Problem statement: Among the records below, find each line that includes the string "data" and copy it.
[Opening Task inputs section]
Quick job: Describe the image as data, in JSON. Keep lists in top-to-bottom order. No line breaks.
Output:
[Closing Task inputs section]
[Opening Task inputs section]
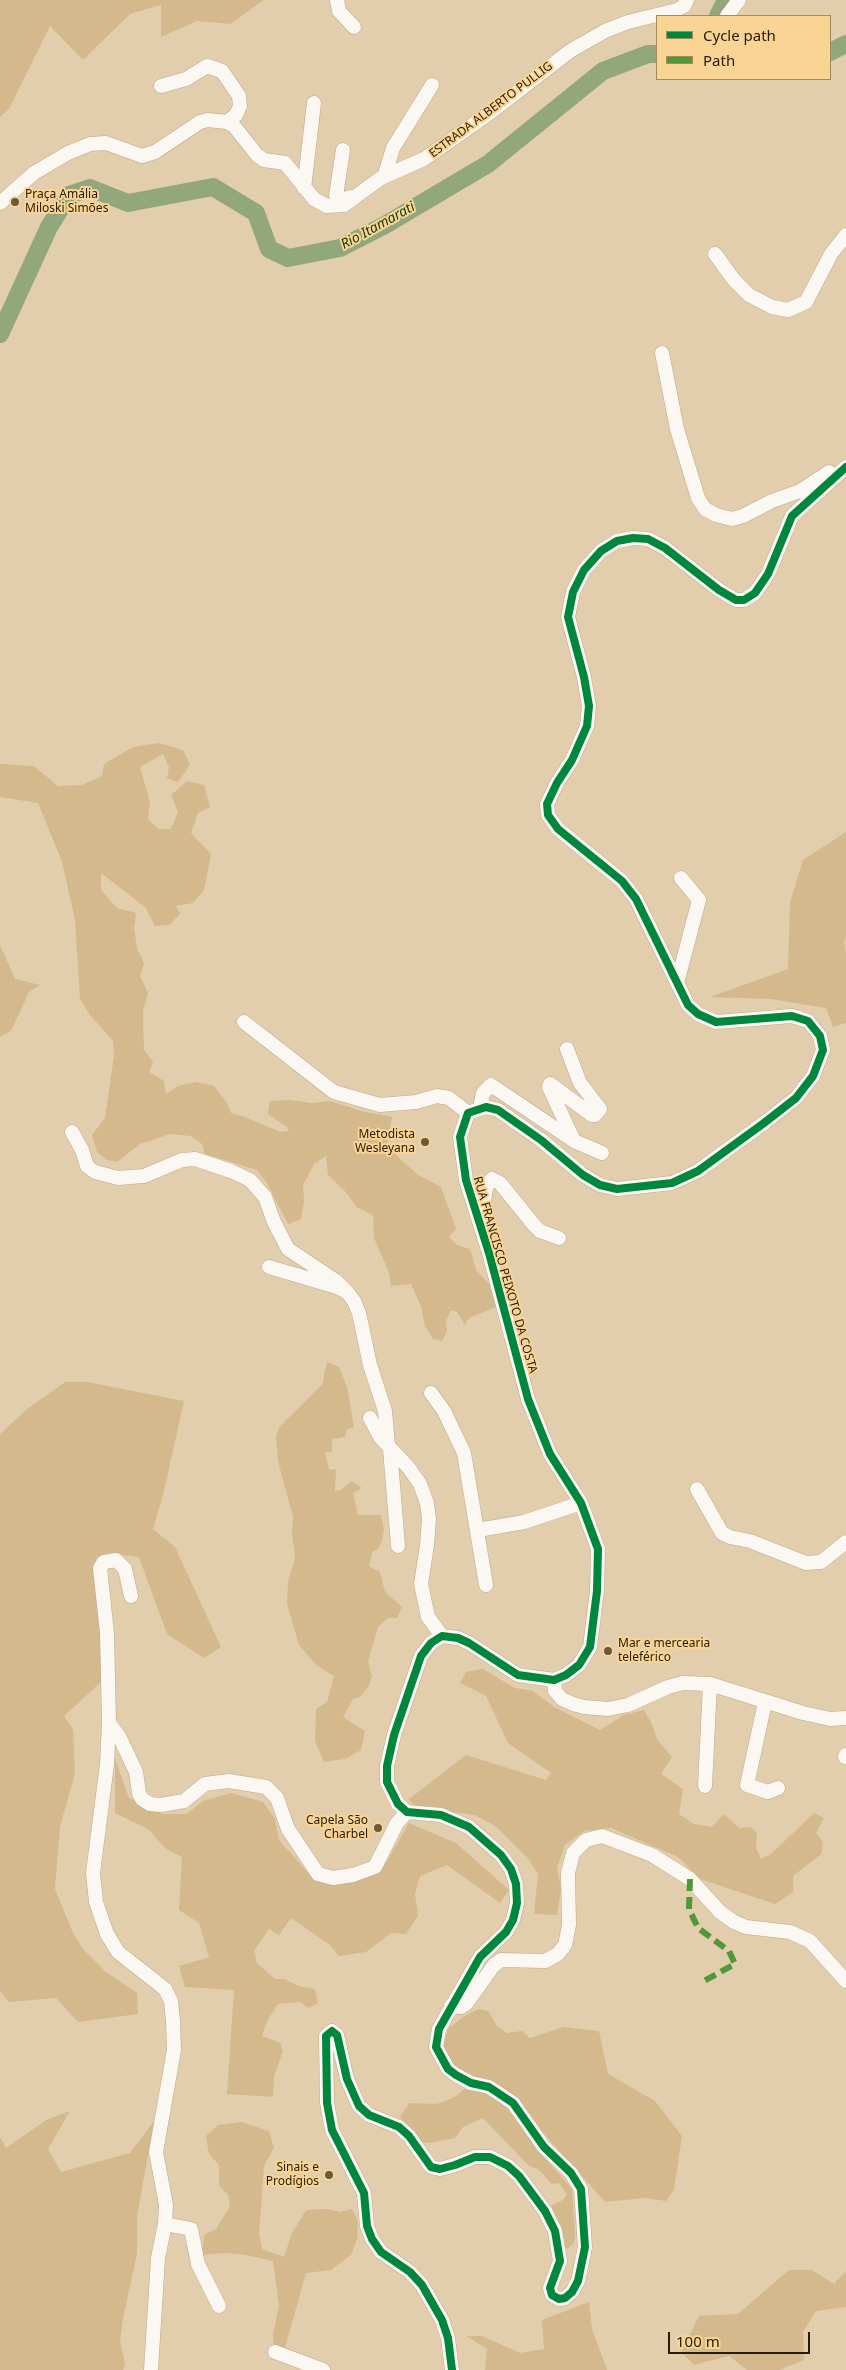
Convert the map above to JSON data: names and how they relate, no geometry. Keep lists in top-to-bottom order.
[Closing Task inputs section]
[Opening Task inputs section]
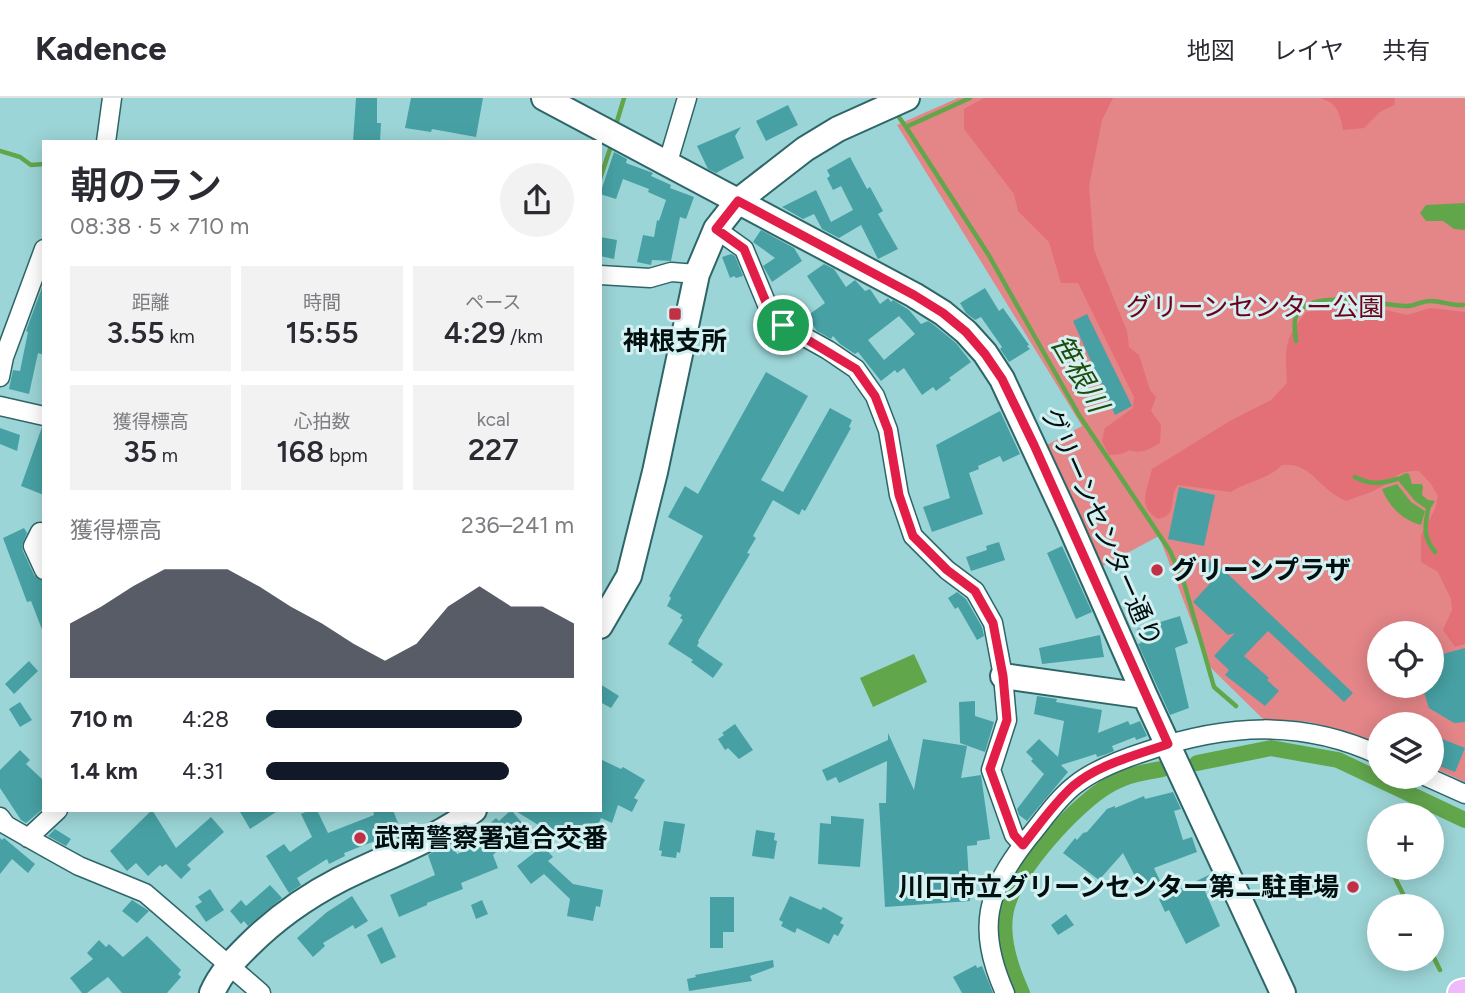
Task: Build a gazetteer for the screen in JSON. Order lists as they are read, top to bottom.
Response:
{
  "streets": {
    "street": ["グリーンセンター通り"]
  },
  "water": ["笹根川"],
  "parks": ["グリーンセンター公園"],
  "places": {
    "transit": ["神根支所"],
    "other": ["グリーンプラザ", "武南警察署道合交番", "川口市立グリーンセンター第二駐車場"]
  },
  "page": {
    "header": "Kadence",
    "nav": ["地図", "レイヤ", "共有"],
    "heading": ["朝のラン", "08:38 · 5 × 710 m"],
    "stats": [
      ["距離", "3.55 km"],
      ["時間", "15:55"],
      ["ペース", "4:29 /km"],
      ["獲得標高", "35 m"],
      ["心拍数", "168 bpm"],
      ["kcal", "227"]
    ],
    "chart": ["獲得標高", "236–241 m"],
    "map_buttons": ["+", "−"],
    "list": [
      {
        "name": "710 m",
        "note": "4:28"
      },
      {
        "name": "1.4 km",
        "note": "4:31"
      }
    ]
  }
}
[Closing Task inputs section]
Output:
Quick job: Describe the image as data, in JSON. Keep lists in top-to-bottom order. No line breaks.
Convert the map above to JSON data: names and how they relate, no geometry. Keep lists in top-to-bottom order.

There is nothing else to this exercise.